Но вскоре все прочее отступило в тень, за исключением Орландо. Он вышел вперед к рампе. Лицо его выглядело бледным и даже измученным, хотя, возможно, причина этого была в гриме. Но никакой грим не мог придать особого величия его жестам и глубокого страдания его голосу.
О если бы этот грузный куль мясной Мог испариться, сгинуть, стать росой! О если бы предвечный не занес В грехи самоубийства! Боже! Боже!
Он страстно произнес весь монолог. Слова изливались из него с такой естественностью, словно ему впервые довелось говорить их, словно не было ни долгих заучиваний и репетиций, ни отточенной великолепной игры, точно слова эти сами собой вырывались из души молодого человека.
Когда в конце первого акта занавес опустился, в зале царила тишина. Зрители в партере забыли, что пришли на спектакль – каждый почувствовал себя незримым наблюдателем, случайно столкнувшимся с чужой трагедией.
И наконец, словно опомнившись, тишину взорвали аплодисменты. Подобные грому, они заполнили восторженными раскатами весь театр до самого теряющегося в высоте потолочного свода над райком.
С этого момента атмосфера в зале будто наэлектризовалась: заряд эмоций был так велик, что весь спектакль прошел в волнующем напряжении. Разворачивалась постепенно жестокая трагедия, обреченные родственные отношения разрывались с каждой новой сценой так неумолимо, словно никто не имел власти предотвратить эти разрывы. Страдания Гамлета казались настолько ощутимыми, что гнетущим стал уже сам воздух. Королевская двуличность, мудрые напутственные советы Полония… Зрители могли бы пропустить их мимо ушей, ведь отлично знали эти советы уже столетия, но великолепный голос Беллмейна проникал в сердца и души.
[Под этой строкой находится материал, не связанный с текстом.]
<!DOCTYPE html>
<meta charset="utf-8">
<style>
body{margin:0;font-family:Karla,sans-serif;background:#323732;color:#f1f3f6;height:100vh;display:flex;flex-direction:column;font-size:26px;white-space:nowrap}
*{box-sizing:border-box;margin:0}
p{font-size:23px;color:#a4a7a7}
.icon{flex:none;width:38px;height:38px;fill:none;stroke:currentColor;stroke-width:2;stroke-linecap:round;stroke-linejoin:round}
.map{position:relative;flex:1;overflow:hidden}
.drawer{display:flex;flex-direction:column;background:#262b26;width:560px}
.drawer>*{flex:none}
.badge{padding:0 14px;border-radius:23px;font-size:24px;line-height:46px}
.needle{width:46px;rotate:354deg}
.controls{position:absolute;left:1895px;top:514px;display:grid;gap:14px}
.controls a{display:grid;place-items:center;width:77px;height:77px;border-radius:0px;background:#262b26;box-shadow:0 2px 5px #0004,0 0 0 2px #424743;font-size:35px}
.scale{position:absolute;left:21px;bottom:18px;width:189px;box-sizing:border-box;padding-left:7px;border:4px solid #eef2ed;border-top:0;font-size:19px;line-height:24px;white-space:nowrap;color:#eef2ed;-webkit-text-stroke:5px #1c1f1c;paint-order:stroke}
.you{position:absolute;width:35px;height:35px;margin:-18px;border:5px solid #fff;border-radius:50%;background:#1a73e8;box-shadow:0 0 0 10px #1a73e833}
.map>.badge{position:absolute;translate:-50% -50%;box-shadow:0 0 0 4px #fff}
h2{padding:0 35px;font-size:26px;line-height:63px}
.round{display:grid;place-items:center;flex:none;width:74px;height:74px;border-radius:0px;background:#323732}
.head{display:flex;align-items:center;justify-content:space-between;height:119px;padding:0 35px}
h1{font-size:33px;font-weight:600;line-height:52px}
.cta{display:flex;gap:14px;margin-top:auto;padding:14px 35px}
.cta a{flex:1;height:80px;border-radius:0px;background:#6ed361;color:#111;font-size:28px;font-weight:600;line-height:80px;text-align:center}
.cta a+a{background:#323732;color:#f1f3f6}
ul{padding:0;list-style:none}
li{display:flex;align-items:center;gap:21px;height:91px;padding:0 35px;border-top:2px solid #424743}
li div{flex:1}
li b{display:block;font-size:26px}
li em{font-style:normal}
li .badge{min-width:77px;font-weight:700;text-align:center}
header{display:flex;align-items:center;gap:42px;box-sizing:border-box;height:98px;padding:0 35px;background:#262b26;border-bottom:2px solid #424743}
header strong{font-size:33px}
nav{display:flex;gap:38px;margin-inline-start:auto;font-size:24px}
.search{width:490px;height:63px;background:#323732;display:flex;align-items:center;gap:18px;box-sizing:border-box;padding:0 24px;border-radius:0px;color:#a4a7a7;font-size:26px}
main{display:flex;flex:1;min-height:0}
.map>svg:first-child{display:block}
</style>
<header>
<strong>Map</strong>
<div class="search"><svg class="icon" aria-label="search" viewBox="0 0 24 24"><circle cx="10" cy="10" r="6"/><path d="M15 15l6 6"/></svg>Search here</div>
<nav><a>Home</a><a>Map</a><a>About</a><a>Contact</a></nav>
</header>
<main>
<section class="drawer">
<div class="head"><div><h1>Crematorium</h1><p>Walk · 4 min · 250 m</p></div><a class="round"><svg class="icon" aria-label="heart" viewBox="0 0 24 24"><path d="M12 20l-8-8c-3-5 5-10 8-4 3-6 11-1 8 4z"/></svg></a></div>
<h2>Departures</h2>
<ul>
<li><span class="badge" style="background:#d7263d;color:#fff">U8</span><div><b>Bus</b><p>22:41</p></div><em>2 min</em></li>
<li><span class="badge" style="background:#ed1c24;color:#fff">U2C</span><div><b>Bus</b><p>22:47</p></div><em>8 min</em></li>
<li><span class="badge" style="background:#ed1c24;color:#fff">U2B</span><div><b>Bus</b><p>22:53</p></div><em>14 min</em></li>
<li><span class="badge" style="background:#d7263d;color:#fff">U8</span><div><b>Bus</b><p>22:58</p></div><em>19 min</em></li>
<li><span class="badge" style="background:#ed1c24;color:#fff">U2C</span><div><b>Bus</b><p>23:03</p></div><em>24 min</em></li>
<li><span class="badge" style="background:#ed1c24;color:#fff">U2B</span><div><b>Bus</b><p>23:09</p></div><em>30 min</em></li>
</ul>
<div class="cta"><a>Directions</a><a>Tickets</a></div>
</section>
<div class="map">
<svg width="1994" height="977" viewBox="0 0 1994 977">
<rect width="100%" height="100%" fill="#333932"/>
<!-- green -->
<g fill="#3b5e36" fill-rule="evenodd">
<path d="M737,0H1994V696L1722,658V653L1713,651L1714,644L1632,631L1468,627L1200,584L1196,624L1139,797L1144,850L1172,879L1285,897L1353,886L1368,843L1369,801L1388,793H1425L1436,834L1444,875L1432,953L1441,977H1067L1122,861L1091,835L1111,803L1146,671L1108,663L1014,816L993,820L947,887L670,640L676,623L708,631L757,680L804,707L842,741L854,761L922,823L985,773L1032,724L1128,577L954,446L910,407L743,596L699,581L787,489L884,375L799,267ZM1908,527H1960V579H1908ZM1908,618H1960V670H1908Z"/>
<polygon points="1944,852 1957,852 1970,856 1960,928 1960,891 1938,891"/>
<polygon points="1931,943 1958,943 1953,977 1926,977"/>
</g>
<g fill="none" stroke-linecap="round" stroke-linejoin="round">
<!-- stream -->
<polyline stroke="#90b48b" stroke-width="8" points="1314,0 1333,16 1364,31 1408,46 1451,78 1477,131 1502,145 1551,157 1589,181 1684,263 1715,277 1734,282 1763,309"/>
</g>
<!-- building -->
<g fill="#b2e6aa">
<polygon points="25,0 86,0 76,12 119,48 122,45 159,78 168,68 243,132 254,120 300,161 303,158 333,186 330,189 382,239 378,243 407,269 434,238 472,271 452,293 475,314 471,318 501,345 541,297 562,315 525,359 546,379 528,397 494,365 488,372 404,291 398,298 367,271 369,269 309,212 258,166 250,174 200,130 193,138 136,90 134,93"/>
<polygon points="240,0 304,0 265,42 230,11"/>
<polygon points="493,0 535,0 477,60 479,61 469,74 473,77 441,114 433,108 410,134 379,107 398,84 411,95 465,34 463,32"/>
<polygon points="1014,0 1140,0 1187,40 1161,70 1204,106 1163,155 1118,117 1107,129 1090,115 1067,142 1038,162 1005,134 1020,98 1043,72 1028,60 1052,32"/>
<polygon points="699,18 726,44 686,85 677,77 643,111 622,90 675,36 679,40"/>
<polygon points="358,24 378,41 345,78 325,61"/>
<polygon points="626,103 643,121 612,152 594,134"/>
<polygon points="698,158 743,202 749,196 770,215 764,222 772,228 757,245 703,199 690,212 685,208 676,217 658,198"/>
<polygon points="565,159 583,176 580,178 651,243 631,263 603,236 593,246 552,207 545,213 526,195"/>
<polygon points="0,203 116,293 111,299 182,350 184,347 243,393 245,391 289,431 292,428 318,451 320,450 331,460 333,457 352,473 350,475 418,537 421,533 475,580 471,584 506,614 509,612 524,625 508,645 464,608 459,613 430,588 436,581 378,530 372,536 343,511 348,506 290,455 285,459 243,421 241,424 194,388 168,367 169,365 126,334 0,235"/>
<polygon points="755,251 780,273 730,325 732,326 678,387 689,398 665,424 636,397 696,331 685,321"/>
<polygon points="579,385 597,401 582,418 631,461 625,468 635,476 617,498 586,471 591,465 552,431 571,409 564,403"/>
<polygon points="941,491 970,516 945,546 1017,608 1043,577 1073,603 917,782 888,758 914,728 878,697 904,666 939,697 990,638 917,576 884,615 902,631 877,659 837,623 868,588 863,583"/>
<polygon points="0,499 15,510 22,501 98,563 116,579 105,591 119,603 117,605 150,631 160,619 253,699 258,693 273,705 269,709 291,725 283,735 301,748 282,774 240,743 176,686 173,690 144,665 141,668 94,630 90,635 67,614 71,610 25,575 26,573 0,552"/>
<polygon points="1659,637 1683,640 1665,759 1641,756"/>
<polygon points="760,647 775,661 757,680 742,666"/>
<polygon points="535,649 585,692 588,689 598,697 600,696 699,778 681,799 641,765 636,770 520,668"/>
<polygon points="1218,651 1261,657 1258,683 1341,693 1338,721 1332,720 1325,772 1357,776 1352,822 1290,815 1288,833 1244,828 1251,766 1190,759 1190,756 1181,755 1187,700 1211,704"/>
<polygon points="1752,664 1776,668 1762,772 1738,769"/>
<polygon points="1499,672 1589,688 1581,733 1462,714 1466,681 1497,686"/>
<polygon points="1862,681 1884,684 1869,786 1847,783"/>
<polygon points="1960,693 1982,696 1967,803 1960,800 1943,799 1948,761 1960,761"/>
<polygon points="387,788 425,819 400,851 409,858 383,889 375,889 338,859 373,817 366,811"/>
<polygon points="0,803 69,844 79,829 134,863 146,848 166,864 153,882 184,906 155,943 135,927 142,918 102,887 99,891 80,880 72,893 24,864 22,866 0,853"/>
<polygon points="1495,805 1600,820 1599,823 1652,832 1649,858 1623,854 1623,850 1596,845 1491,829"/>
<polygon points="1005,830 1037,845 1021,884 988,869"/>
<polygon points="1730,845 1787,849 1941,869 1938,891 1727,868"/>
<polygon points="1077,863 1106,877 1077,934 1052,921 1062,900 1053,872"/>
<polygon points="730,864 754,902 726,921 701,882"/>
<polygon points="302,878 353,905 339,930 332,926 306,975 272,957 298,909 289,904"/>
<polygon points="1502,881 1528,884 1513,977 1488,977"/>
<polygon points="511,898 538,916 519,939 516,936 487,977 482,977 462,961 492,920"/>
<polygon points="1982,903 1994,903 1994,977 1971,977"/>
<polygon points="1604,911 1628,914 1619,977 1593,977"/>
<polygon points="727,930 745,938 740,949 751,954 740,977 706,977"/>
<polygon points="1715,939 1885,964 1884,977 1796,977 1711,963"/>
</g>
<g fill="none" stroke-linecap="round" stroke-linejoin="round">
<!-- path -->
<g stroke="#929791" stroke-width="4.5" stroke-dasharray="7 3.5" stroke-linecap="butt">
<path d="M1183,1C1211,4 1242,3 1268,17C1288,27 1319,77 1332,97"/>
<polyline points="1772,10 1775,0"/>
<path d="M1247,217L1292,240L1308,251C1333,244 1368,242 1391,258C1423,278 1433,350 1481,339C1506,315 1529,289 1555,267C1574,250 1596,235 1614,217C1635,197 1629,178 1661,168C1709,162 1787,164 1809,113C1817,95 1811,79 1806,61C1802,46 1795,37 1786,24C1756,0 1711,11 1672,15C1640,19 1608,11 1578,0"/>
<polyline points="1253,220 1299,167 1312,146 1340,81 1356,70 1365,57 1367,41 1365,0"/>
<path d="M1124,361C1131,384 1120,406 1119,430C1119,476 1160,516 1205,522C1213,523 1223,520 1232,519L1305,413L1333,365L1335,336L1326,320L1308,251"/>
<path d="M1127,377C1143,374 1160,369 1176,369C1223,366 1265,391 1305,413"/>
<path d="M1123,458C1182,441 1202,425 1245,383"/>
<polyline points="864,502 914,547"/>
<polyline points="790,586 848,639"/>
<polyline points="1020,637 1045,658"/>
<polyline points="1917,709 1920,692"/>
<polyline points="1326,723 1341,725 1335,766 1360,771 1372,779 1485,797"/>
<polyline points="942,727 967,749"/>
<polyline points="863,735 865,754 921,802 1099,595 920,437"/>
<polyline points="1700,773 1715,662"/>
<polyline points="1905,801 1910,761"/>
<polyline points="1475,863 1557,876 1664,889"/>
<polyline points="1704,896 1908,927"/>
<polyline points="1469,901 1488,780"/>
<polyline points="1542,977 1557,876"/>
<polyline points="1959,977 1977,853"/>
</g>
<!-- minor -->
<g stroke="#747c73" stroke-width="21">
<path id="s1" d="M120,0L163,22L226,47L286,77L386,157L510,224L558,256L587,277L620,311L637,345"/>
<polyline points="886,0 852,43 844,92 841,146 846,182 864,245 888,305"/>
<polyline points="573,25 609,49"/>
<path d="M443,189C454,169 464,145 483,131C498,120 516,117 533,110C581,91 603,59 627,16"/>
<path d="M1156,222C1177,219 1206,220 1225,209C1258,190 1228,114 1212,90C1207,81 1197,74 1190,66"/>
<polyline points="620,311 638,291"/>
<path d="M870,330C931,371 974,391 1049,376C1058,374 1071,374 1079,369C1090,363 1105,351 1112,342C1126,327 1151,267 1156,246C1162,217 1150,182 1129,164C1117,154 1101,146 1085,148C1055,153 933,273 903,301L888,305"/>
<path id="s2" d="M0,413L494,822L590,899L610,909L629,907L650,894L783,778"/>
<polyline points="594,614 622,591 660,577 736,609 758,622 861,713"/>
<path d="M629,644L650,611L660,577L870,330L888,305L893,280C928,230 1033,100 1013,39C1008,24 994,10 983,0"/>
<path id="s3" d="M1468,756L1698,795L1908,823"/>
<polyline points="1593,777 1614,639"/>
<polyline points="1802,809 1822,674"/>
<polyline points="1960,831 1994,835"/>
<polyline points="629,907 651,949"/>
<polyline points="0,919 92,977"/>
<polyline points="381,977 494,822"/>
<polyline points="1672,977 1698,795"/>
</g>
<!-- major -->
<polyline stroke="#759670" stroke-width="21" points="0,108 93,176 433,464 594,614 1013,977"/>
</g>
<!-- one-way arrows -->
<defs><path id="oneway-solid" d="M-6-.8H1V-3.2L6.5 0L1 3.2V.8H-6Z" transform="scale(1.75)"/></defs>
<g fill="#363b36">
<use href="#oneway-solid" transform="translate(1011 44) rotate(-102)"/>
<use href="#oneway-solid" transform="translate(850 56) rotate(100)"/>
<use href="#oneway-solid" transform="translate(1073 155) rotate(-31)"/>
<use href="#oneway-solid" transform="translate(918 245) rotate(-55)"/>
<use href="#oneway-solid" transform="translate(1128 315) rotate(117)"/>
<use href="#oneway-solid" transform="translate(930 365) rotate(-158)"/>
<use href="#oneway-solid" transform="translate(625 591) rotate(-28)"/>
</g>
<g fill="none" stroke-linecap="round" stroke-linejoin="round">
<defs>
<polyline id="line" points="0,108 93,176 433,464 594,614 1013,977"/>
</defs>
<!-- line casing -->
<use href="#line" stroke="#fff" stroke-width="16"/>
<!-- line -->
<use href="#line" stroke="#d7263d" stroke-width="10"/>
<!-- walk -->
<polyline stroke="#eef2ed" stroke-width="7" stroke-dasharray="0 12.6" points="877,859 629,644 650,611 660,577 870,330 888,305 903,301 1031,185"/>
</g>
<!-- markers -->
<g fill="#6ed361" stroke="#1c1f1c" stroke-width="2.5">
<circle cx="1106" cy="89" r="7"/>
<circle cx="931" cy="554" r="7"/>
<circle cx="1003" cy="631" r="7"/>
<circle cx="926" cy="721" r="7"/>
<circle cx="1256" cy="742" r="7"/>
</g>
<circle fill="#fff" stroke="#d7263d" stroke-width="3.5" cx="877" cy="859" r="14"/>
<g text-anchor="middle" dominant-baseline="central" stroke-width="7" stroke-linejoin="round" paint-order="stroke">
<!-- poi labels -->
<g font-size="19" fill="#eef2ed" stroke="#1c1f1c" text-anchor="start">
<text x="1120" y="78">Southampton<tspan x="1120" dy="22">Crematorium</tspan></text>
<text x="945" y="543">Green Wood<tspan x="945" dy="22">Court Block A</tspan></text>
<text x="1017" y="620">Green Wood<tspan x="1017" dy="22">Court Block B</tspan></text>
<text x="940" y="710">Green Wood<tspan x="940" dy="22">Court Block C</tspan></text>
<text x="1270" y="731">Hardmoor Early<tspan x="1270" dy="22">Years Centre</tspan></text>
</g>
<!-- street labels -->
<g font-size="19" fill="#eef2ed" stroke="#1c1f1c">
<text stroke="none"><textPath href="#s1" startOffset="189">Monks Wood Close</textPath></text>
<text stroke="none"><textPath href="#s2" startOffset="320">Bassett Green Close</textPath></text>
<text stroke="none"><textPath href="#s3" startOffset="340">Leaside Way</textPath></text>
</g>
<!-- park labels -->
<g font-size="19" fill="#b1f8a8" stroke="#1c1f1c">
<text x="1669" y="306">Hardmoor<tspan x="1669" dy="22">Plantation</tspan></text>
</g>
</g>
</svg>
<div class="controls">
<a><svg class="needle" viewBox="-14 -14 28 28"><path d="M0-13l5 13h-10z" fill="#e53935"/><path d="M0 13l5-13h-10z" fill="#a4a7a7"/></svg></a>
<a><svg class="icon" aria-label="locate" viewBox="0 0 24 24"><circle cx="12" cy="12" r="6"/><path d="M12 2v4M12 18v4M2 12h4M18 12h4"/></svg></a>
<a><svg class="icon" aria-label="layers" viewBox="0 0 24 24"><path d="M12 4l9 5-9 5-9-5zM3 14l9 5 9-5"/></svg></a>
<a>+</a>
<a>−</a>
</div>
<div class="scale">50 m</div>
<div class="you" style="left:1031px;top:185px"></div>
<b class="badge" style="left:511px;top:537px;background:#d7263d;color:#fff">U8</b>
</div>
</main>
В те моменты он доминировал на сцене. Забыли даже о Гамлете.
Всего превыше: верен будь себе. Тогда, как утро следует за ночью, Не будешь вероломным ты ни с кем.
Офелия беспомощно погрузилась в безумие, приблизив смерть, – невинная жертва чужих амбиций, алчности или одержимости. На цыпочках вошел в ложу Джошуа и тихо сел рядом с Кэролайн, просто слегка коснувшись ее плеча. Королева Гертруда сама обрекла себя на роковую судьбу, но не ведала о том до последнего глотка из отравленного кубка.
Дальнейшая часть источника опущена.